# Are there any jobs you wouldn't want to do?



## Reecedouglas1 (Oct 10, 2019)

porn star for me


----------



## WillYouStopDave (Jul 14, 2013)

All of them

1. I have the lowest capacity for work that you can imagine

2. I have a very low opinion of living to work and working to live. Therefore, the entire foundation of surviving as a human is alien to me and basically causes me to be considered to be a subhuman by virtue of my very existence.


----------



## PurplePeopleEater (May 10, 2017)

Definitely would not be a nurse. Too stressful. Wouldn't want to be a pilot, either or a teacher. Pretty much anything really stressful. Theres a lot of jobs I don't want to do.


----------



## JH1983 (Nov 14, 2013)

Anything where I'd have to talk in front of people or have meetings I'd be expected to participate in. Dealing with the public is a big no too. Nothing with much interaction at all really.
_Posted via Mobile Device_


----------



## harrison (Apr 14, 2012)

Reecedouglas1 said:


> porn star for me


Well that put a smile on my face.

I have trouble with a lot of things - but having to take classes would be the worst probably. I've had to do it in the past and I hated it. Also meetings. Also pretty much anything where I need to actually show up, be serious, and take responsibility for something.
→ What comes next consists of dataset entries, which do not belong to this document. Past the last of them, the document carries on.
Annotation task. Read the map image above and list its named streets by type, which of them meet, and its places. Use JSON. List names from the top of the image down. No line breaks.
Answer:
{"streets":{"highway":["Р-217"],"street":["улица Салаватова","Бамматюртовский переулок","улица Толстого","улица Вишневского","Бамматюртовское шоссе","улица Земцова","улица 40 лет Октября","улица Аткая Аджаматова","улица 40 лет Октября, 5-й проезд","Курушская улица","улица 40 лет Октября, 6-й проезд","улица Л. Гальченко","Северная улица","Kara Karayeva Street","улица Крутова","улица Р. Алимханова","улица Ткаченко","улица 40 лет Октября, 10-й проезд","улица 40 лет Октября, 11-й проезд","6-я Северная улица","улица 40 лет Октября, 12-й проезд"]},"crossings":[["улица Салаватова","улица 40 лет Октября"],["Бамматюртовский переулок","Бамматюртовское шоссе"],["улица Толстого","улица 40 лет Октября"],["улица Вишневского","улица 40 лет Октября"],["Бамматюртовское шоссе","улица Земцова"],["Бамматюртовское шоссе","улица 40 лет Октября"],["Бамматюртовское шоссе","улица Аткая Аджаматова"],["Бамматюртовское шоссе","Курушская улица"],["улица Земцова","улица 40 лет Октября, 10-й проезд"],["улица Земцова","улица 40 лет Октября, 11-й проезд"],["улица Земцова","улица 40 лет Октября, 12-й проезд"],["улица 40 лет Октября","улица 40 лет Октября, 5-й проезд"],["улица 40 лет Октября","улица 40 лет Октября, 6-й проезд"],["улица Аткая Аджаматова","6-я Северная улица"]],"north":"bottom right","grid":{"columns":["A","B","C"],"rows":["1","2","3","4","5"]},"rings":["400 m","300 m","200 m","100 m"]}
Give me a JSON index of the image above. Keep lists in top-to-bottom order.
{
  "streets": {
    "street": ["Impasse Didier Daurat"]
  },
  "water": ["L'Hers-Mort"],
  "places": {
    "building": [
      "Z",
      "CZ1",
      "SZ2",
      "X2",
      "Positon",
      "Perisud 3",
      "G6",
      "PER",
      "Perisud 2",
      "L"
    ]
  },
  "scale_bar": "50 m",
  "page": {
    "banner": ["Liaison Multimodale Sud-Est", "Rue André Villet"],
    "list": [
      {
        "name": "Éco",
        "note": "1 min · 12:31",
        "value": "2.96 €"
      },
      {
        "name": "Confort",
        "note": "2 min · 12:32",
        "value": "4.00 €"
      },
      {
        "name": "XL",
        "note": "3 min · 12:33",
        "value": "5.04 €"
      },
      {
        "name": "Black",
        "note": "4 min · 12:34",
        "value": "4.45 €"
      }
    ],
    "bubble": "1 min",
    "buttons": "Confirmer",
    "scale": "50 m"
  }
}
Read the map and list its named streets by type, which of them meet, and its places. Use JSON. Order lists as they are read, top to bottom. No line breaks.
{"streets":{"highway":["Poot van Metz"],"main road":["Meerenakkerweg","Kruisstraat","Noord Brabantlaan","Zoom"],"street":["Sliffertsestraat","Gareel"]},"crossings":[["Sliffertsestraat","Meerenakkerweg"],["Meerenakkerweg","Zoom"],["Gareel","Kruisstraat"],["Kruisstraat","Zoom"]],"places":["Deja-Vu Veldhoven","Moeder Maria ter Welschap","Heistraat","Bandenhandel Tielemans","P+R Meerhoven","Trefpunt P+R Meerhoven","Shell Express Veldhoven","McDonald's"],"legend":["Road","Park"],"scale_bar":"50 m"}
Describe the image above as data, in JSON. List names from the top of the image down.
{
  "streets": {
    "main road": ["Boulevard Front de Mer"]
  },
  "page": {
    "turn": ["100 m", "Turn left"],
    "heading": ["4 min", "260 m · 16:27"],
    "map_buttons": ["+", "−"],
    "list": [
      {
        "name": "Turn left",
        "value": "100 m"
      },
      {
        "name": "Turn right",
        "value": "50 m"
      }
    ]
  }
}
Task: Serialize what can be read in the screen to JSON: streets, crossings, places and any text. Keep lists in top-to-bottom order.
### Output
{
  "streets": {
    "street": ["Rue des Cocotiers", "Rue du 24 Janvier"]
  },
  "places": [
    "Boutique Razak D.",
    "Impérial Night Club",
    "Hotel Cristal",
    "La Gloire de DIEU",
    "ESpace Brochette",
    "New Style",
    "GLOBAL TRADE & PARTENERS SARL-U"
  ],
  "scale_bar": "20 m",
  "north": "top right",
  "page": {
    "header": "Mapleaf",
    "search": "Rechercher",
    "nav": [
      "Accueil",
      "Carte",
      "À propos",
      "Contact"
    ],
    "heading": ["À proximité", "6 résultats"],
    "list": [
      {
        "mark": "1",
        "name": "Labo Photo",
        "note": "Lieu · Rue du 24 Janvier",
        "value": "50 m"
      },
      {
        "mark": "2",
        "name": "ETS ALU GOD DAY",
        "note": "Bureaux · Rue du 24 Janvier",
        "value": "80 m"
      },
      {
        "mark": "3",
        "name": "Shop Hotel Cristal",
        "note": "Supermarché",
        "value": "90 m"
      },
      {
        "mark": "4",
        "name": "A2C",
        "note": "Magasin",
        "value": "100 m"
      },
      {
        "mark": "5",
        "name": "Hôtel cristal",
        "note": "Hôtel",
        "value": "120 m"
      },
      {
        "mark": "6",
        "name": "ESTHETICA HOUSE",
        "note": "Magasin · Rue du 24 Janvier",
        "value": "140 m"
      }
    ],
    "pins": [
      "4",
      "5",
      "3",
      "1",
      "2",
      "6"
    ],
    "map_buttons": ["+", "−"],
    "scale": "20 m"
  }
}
I have far too many bad days nowadays for that to be feasible.


----------



## blue2 (May 20, 2013)

Any job where I have to pretend to be happy while dealing with people's BS, that covers most of them :lol.. I'm bad at smiling, my fake smile has got a bit of a Wednesday Addams/homicidal maniac vibe.


----------



## truant (Jul 4, 2014)

Spider-tamer.


----------



## Saeta (Jul 31, 2018)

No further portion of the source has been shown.